Real Life. These are the moms, the real-life moms, who have gone through some crap (and in some cases, still going through it), but still manage to get up and show up for their families. That’s not to say that those who haven’t gone through something aren’t awesome too – you are – it’s to say that these things are all a part of, well, LIFE.
Mothers. “Mothers are depicted in movies, books, and tv shows as the peace keepers who always know what to say. We are inherent providers – we are the fixers. The glue that holds everything and everyone together. But the mothers with the tattered back-story, who wake up every morning to be the best versions of themselves, well, those are the mothers I know,” writes Jorrie Varney for Scary Mommy.
What We Show. The truth is, real life is messy. It’s filled with moments we aren’t so proud of, or moments that make us somehow feel weak or unequal to others. So… we try to hide it. We tend to keep these things hidden and bottled up out of fear of being judged by others we presume have their crap together much better than we do.
Hiding Our Faults. The problem with this is (besides not living as ourselves) everyone is hiding something from public view. That mom you see at the drop off line with her makeup freshly done and every hair in place?
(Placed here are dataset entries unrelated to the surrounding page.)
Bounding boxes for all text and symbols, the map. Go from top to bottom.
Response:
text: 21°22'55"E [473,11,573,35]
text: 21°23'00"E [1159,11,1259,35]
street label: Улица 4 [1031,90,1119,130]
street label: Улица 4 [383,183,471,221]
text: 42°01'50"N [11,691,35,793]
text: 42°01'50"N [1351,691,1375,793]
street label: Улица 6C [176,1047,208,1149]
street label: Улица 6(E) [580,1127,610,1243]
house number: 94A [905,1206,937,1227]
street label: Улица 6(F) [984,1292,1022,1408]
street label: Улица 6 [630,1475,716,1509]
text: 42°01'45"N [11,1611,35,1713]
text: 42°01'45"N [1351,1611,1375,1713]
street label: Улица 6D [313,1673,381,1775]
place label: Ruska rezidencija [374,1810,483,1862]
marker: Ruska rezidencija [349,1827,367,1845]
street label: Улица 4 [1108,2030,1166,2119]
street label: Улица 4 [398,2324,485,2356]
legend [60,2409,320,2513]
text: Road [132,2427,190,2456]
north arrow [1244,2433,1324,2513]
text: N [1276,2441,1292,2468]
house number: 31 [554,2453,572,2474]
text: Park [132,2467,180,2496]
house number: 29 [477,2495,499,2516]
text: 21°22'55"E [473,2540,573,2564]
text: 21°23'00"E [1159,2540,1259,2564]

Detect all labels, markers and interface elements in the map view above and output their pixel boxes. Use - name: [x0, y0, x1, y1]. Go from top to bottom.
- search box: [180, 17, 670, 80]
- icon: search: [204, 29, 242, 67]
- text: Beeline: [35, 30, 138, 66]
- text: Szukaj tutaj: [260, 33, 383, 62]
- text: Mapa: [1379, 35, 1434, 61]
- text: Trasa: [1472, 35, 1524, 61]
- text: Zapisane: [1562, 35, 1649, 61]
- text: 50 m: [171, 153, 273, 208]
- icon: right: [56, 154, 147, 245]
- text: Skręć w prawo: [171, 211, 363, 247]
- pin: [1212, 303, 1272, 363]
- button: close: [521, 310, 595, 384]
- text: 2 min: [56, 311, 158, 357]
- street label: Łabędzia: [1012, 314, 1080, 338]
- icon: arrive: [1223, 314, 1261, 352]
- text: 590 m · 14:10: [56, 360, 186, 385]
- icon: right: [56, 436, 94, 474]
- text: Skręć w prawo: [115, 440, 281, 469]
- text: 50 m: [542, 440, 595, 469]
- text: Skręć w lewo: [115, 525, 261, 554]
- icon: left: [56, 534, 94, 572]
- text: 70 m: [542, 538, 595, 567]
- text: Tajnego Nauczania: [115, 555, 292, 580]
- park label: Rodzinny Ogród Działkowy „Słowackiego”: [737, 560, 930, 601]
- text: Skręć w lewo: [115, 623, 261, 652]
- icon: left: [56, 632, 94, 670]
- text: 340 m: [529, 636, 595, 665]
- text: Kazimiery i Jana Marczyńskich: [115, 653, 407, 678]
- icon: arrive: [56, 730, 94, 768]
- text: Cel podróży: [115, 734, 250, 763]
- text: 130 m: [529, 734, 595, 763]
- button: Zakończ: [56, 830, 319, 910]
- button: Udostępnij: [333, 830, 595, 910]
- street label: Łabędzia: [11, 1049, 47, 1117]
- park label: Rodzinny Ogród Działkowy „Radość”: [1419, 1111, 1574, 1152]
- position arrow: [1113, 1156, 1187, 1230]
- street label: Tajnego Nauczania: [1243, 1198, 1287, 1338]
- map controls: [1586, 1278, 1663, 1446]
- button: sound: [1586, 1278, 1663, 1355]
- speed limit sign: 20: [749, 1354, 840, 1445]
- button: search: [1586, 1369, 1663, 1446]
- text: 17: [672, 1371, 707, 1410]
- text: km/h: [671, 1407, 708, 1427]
You didn’t see that she had a meltdown with the kids that required her to fix her eyeliner before she stepped out of the car.
Everyone Else. Human nature gives us a really crappy inclination that pushes us to compare ourselves to everyone else around us. It sucks and it’s ridiculous. It needs to stop. Everyone around us is doing their best just as we are, but if we all understood that we are ALL struggling and living “messy” lives in one way or another, imagine what that would do for morale?
From the Outside. “From the outside, it looks like everyone else has their s**t together. It looks like they are getting along just fine. So, why can’t I? What’s wrong with me? This thought has rattled around inside my own mind,” Varney writes.
Keeping Quiet. When we do this, we shut down the feelings we have instead of owning up to them and putting them in their place. Moms tend to put their feelings of insecurity on the backburner in order to push through their day and get everything done that needs done (you’re freaking awesome for this, by the way).
No Time for Messy. “Sometimes we feel messy or broken – maybe both. But, we are mothers, so we button it up, or tuck it away. We push our feelings to the side, and store our skeletons in the closet, because we have s**t to do, and there’s not time to be messy. Right?” Varney writes.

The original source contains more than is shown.